* INFORMATION SHOWN
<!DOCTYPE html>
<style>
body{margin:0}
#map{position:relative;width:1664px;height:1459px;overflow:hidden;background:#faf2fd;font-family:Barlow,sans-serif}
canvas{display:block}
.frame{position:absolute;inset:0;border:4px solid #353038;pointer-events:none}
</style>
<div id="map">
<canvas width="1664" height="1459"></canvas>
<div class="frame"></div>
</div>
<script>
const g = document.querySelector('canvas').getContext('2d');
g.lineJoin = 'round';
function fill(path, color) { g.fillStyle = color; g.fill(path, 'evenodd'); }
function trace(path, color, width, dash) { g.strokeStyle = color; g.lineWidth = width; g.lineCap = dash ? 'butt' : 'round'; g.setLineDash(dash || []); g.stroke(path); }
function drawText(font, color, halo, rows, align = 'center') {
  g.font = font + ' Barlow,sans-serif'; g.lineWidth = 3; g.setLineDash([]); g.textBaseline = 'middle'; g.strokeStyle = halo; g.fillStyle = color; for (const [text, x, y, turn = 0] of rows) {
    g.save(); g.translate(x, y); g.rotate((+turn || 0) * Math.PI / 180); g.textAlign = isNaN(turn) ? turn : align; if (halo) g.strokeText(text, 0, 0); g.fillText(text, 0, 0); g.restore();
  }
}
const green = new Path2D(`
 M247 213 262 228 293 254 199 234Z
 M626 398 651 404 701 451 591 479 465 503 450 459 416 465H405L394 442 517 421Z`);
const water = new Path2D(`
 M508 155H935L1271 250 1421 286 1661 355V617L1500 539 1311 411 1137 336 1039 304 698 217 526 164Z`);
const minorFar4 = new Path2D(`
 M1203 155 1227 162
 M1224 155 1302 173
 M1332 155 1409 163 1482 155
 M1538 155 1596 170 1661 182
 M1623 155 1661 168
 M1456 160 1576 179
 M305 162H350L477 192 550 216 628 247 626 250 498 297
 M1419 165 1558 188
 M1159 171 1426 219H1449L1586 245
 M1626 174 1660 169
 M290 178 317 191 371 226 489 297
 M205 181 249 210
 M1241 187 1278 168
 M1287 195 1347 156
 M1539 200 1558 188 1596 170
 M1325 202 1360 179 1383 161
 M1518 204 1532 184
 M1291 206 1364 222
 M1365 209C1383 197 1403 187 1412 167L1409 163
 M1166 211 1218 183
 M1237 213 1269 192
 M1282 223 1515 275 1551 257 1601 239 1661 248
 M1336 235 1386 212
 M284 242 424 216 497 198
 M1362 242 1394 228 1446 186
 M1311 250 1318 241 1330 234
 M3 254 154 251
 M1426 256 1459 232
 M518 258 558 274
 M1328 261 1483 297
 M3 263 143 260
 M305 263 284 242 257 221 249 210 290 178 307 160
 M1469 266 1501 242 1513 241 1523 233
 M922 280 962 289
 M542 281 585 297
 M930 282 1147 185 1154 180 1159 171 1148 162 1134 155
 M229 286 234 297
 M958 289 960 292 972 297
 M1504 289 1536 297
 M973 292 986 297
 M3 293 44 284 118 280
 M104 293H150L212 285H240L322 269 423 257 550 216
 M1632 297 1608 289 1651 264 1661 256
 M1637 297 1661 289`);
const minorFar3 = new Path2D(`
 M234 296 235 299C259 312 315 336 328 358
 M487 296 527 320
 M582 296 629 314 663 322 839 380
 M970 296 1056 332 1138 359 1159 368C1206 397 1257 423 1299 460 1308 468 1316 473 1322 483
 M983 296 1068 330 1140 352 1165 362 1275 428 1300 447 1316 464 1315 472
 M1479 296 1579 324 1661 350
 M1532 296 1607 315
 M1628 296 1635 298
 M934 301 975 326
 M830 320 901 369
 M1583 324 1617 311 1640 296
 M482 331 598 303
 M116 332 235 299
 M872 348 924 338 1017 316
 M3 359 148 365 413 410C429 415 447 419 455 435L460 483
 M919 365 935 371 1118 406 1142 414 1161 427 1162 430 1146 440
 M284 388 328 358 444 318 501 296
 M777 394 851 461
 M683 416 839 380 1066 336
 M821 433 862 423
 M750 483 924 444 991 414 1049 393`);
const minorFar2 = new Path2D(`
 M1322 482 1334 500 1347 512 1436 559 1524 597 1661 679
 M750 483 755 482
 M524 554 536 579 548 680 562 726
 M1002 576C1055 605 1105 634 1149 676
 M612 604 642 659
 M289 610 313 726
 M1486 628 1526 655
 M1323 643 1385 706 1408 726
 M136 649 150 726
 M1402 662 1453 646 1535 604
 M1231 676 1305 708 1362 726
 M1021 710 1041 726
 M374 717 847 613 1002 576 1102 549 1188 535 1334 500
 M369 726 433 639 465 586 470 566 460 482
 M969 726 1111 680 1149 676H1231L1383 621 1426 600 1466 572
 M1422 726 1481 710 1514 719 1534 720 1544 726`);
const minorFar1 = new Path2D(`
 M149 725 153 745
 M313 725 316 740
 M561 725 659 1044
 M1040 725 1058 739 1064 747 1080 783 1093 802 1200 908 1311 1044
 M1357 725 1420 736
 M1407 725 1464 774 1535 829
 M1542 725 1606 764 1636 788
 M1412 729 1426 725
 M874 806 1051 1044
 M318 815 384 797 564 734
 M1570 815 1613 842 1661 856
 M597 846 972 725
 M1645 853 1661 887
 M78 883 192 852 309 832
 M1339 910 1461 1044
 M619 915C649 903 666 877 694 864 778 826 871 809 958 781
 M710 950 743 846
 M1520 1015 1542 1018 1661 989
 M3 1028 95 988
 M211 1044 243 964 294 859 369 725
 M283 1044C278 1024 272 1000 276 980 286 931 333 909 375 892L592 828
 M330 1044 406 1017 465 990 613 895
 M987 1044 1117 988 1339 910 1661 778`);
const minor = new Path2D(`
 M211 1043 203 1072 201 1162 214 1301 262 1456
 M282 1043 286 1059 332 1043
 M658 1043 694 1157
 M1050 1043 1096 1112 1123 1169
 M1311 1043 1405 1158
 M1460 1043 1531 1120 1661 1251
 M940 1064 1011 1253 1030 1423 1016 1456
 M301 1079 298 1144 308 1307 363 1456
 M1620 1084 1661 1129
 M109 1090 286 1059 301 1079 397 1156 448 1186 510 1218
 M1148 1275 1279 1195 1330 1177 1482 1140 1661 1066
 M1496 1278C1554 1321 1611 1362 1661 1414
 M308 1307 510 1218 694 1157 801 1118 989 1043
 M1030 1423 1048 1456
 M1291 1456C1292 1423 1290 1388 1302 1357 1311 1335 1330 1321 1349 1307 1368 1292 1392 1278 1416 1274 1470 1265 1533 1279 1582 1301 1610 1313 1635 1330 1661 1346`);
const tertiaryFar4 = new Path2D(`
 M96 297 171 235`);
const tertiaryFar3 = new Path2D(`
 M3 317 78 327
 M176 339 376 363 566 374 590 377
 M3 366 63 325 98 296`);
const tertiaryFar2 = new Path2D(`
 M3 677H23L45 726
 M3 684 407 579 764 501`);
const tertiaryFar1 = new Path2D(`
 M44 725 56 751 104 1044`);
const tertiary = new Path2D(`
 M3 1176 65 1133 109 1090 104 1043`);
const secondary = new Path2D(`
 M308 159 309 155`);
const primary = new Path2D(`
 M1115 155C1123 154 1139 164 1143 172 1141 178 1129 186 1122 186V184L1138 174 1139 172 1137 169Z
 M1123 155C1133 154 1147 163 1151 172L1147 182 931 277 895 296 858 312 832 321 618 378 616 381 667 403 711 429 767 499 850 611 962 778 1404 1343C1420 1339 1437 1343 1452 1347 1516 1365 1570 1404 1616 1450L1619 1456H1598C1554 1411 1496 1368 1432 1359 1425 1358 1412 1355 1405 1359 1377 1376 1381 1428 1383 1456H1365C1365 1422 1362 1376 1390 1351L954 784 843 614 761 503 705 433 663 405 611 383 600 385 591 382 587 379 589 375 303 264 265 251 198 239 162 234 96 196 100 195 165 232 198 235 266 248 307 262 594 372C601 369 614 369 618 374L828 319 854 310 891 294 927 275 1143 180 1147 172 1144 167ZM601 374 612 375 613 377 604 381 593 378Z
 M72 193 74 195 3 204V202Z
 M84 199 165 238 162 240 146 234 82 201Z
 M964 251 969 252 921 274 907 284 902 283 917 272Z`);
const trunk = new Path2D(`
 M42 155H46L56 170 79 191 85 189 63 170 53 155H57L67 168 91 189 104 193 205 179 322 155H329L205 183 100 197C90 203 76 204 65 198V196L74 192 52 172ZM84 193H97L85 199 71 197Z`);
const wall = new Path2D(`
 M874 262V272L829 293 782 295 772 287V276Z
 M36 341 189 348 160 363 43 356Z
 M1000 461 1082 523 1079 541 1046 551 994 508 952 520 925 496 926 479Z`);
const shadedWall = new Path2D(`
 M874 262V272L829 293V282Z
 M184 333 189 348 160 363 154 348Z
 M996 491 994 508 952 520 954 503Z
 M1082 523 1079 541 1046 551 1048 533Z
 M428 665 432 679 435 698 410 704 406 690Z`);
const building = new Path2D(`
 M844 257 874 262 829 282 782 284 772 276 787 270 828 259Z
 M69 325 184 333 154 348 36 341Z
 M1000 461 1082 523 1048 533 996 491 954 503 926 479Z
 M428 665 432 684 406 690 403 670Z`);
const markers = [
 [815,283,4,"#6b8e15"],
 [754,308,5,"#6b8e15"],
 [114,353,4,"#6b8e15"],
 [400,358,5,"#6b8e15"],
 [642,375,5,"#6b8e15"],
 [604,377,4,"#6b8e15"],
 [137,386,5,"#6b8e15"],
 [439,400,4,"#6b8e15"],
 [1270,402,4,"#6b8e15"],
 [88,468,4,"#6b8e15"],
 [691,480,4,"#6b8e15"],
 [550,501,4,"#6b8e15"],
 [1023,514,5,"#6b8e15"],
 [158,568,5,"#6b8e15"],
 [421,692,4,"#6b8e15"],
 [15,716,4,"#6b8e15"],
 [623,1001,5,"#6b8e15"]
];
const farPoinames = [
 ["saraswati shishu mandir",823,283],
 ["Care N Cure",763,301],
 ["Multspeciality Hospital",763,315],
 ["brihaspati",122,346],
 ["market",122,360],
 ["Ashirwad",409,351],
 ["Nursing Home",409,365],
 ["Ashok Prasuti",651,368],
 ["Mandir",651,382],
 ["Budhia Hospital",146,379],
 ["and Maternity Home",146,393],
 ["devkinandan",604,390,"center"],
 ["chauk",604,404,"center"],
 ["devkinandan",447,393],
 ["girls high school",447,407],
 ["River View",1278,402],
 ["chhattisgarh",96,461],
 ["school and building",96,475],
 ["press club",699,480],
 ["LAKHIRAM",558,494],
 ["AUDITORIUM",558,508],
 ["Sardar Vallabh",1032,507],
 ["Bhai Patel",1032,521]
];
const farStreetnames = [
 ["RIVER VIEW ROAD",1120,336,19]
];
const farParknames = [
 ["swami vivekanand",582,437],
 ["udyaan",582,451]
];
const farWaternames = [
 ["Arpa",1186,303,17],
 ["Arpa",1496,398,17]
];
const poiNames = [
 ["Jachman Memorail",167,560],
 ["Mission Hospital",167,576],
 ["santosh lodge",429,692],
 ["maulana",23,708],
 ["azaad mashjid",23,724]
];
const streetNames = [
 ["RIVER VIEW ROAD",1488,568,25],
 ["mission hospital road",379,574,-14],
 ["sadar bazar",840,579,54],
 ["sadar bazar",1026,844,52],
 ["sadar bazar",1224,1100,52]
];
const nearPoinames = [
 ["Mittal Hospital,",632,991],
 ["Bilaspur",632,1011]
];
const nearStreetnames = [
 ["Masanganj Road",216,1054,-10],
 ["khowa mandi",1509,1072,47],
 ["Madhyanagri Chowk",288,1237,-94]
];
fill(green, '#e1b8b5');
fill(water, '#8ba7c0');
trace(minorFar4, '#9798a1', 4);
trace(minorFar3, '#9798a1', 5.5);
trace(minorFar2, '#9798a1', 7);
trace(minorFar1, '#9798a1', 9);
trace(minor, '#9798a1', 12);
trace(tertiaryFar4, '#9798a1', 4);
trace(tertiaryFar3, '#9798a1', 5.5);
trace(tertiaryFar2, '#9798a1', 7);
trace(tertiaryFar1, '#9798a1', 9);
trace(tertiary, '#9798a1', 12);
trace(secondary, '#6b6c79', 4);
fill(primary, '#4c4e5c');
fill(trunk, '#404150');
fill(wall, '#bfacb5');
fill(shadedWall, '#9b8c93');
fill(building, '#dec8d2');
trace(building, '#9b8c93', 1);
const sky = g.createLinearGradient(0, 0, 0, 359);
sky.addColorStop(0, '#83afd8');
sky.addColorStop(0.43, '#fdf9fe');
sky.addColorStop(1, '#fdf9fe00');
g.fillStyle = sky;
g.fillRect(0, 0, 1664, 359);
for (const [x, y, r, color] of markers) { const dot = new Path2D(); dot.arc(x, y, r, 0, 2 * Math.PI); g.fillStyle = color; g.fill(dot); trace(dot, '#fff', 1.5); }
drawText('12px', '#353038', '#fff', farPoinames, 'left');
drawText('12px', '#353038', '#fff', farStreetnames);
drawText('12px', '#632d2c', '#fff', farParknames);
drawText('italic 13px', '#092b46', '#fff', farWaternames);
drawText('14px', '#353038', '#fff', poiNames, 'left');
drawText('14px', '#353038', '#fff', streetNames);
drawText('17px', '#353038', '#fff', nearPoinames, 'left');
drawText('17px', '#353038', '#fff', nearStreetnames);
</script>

* EXERCISE INSTRUCTIONS
Copy every line of the data that holds the string "align".

* ANSWER TO THE EXERCISE
function drawText(font, color, halo, rows, align = 'center') {
    g.save(); g.translate(x, y); g.rotate((+turn || 0) * Math.PI / 180); g.textAlign = isNaN(turn) ? turn : align; if (halo) g.strokeText(text, 0, 0); g.fillText(text, 0, 0); g.restore();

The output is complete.